(Saved entries)
Start of Block

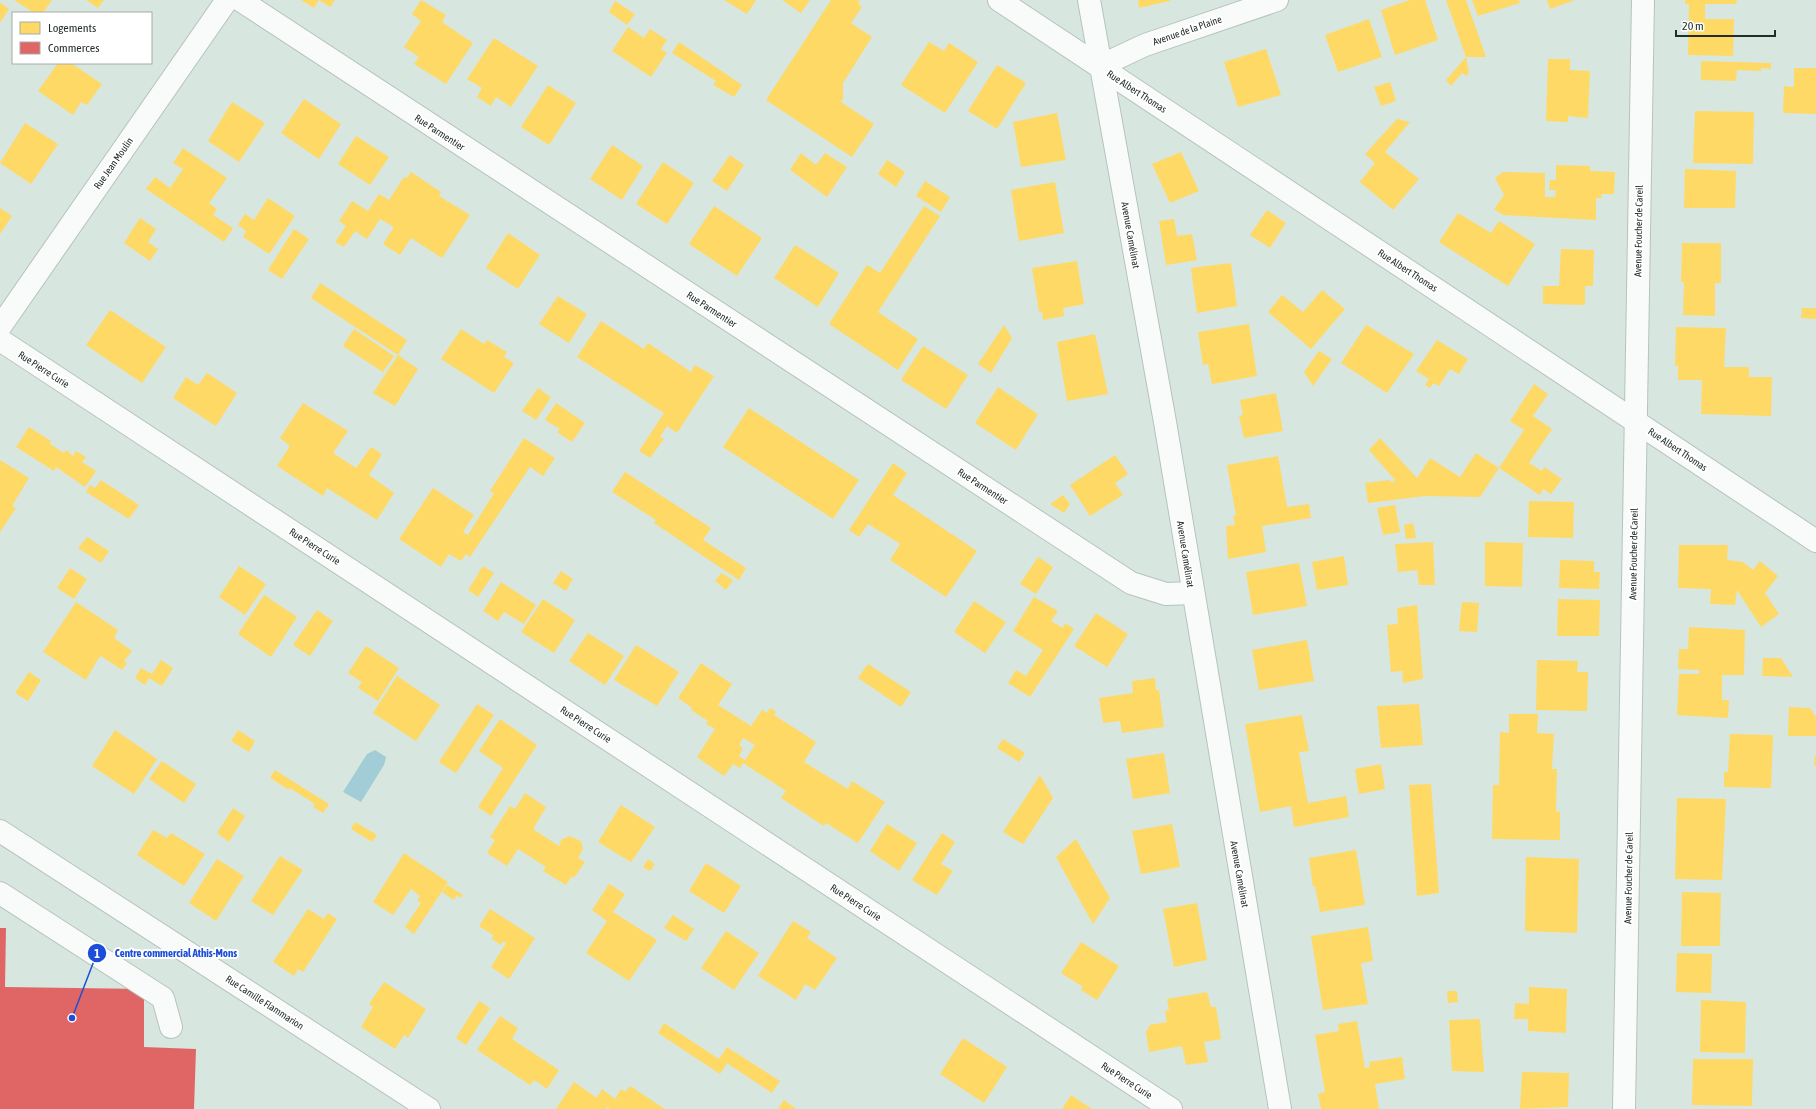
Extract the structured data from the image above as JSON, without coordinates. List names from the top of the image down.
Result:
{
  "streets": {
    "street": [
      "Avenue de la Plaine",
      "Rue Albert Thomas",
      "Rue Parmentier",
      "Rue Jean Moulin",
      "Avenue Foucher de Careil",
      "Avenue Camélinat",
      "Rue Pierre Curie",
      "Rue Camille Flammarion"
    ]
  },
  "crossings": [
    ["Avenue de la Plaine", "Rue Albert Thomas"],
    ["Avenue de la Plaine", "Avenue Camélinat"],
    ["Rue Albert Thomas", "Avenue Foucher de Careil"],
    ["Rue Albert Thomas", "Avenue Camélinat"],
    ["Rue Parmentier", "Avenue Camélinat"]
  ],
  "places": ["Centre commercial Athis-Mons"],
  "legend": ["Logements", "Commerces"],
  "scale_bar": "20 m"
}
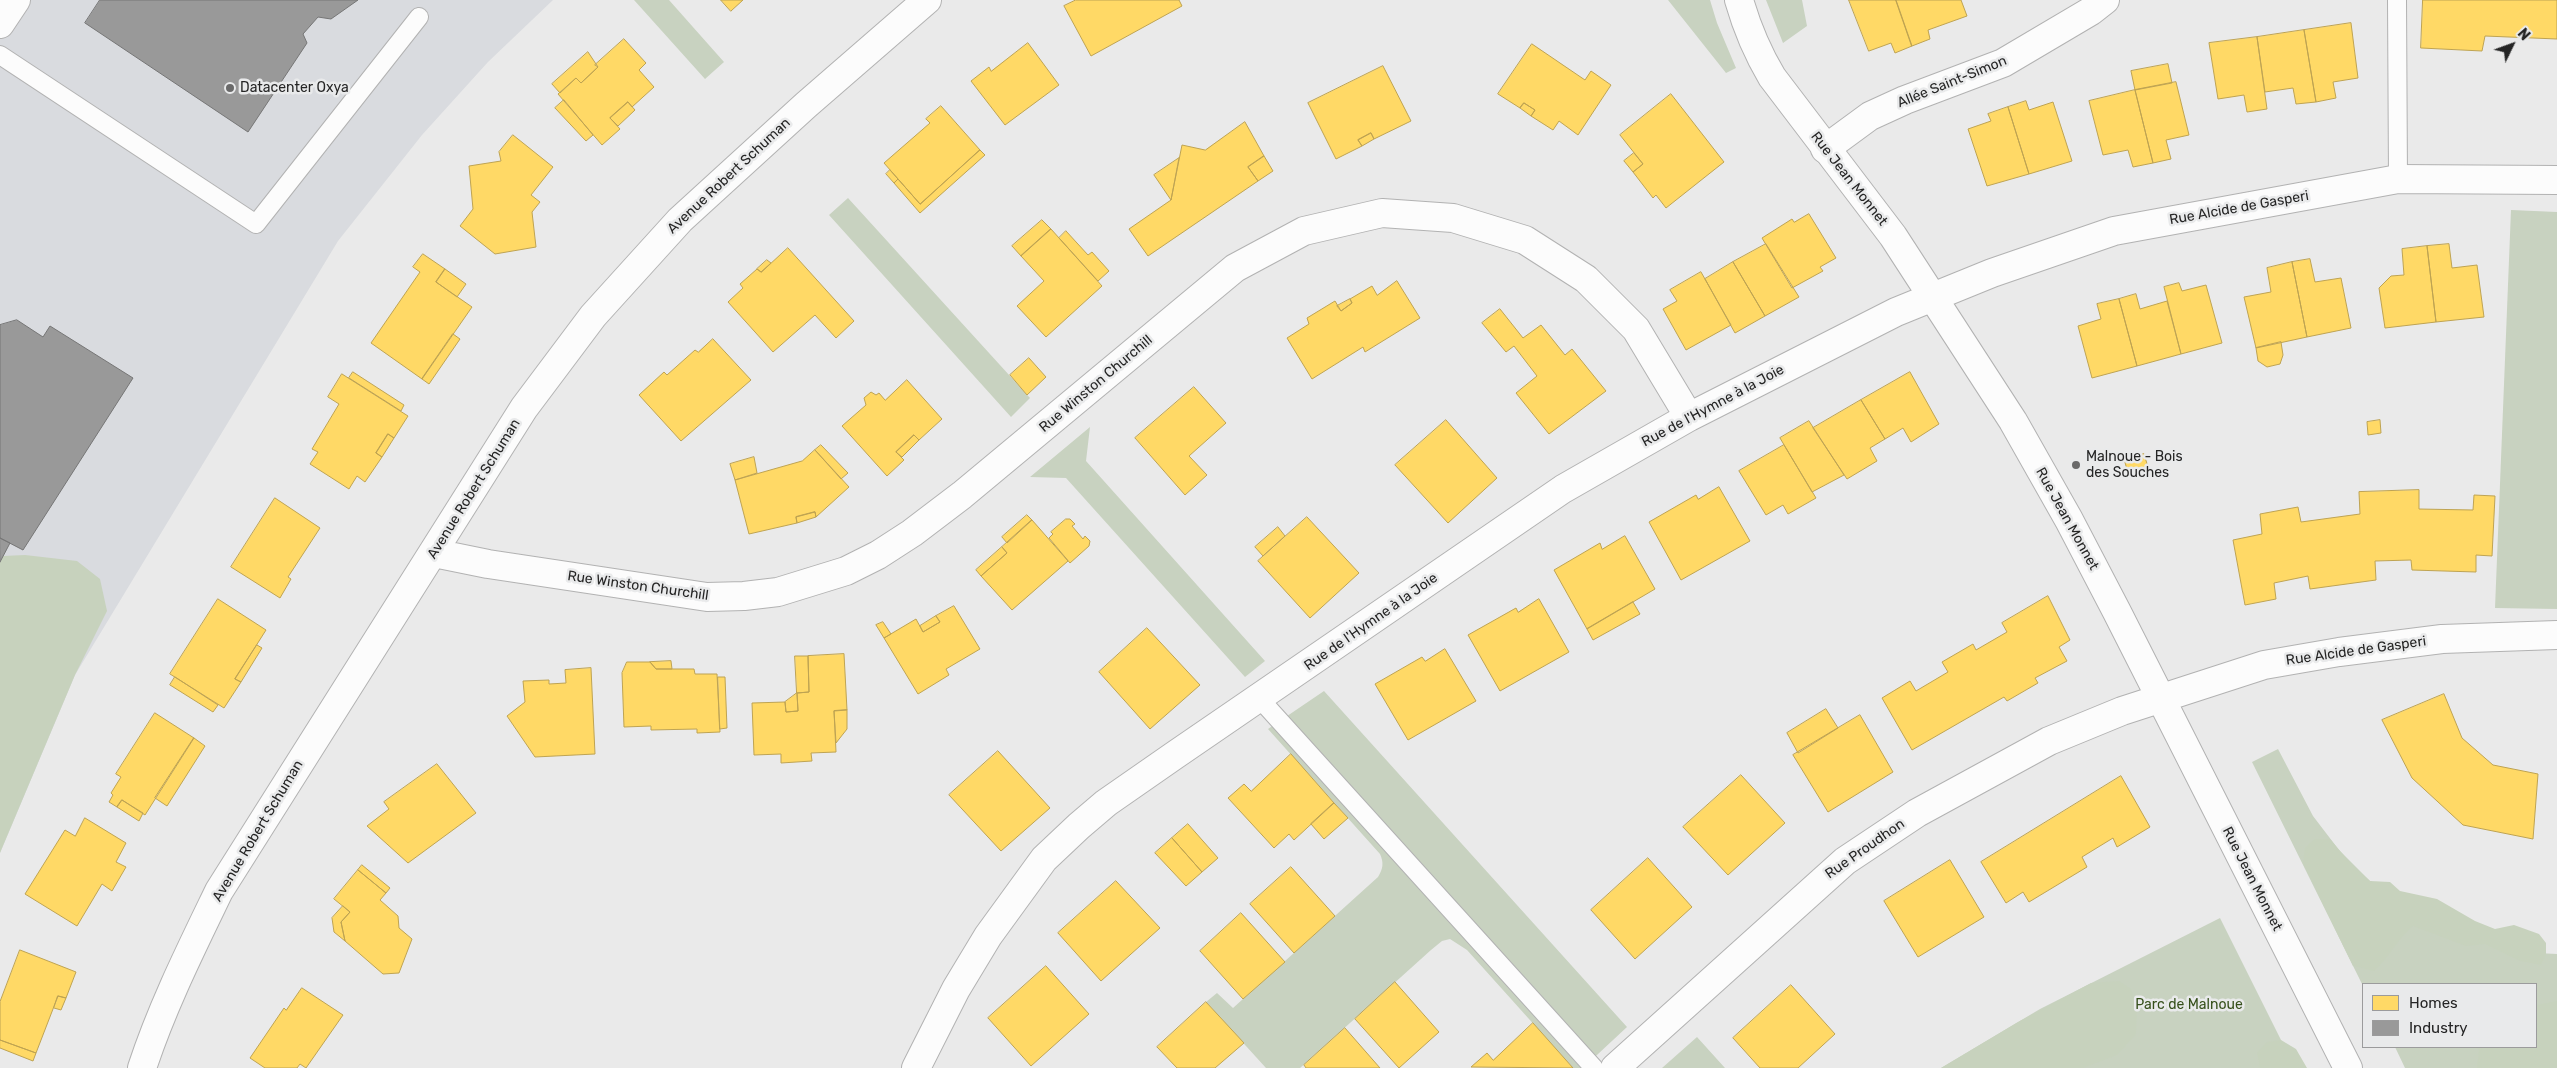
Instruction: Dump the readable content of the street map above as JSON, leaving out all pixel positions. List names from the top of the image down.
{
  "streets": {
    "street": [
      "Allée Saint-Simon",
      "Avenue Robert Schuman",
      "Rue Jean Monnet",
      "Rue Alcide de Gasperi",
      "Rue Winston Churchill",
      "Rue de l'Hymne à la Joie",
      "Rue Proudhon"
    ]
  },
  "crossings": [
    ["Allée Saint-Simon", "Rue Jean Monnet"],
    ["Avenue Robert Schuman", "Rue Winston Churchill"],
    ["Rue Jean Monnet", "Rue Alcide de Gasperi"],
    ["Rue Jean Monnet", "Rue de l'Hymne à la Joie"],
    ["Rue Jean Monnet", "Rue Proudhon"],
    ["Rue Alcide de Gasperi", "Rue de l'Hymne à la Joie"],
    ["Rue Alcide de Gasperi", "Rue Proudhon"],
    ["Rue Winston Churchill", "Rue de l'Hymne à la Joie"]
  ],
  "parks": ["Parc de Malnoue"],
  "places": ["Datacenter Oxya", "Malnoue - Bois des Souches"],
  "legend": ["Homes", "Industry"],
  "north": "top right"
}
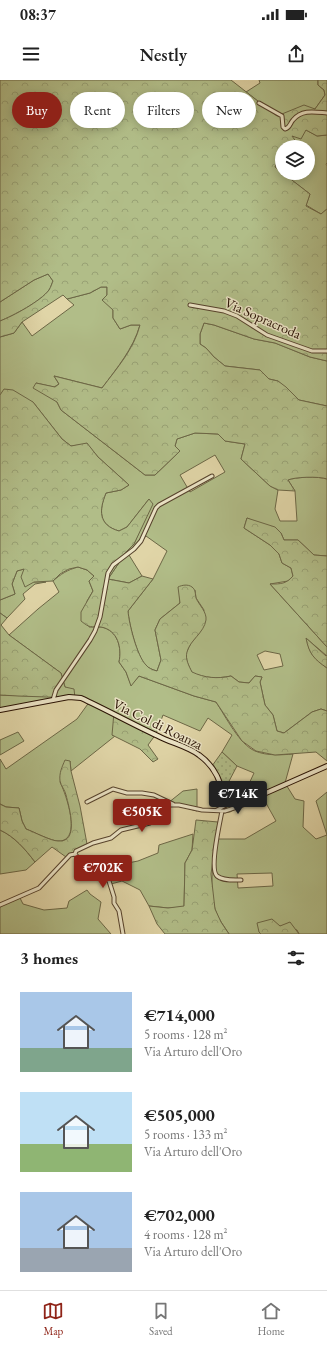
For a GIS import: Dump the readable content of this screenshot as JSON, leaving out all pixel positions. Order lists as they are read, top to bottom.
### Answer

End of Block

**WORK ORDER**
Without including any picture, retype the entries exactly.

**OUTPUT BELOW**
Extract the structured data from the image above as JSON, without coordinates. List names from the top of the image down.
Result:
{
  "streets": {
    "street": [
      "Avenue de la Plaine",
      "Rue Albert Thomas",
      "Rue Parmentier",
      "Rue Jean Moulin",
      "Avenue Foucher de Careil",
      "Avenue Camélinat",
      "Rue Pierre Curie",
      "Rue Camille Flammarion"
    ]
  },
  "crossings": [
    ["Avenue de la Plaine", "Rue Albert Thomas"],
    ["Avenue de la Plaine", "Avenue Camélinat"],
    ["Rue Albert Thomas", "Avenue Foucher de Careil"],
    ["Rue Albert Thomas", "Avenue Camélinat"],
    ["Rue Parmentier", "Avenue Camélinat"]
  ],
  "places": ["Centre commercial Athis-Mons"],
  "legend": ["Logements", "Commerces"],
  "scale_bar": "20 m"
}
Instruction: Dump the readable content of the street map above as JSON, leaving out all pixel positions. List names from the top of the image down.
{
  "streets": {
    "street": [
      "Allée Saint-Simon",
      "Avenue Robert Schuman",
      "Rue Jean Monnet",
      "Rue Alcide de Gasperi",
      "Rue Winston Churchill",
      "Rue de l'Hymne à la Joie",
      "Rue Proudhon"
    ]
  },
  "crossings": [
    ["Allée Saint-Simon", "Rue Jean Monnet"],
    ["Avenue Robert Schuman", "Rue Winston Churchill"],
    ["Rue Jean Monnet", "Rue Alcide de Gasperi"],
    ["Rue Jean Monnet", "Rue de l'Hymne à la Joie"],
    ["Rue Jean Monnet", "Rue Proudhon"],
    ["Rue Alcide de Gasperi", "Rue de l'Hymne à la Joie"],
    ["Rue Alcide de Gasperi", "Rue Proudhon"],
    ["Rue Winston Churchill", "Rue de l'Hymne à la Joie"]
  ],
  "parks": ["Parc de Malnoue"],
  "places": ["Datacenter Oxya", "Malnoue - Bois des Souches"],
  "legend": ["Homes", "Industry"],
  "north": "top right"
}
For a GIS import: Dump the readable content of this screenshot as JSON, leaving out all pixel positions. Order lists as they are read, top to bottom.
### Answer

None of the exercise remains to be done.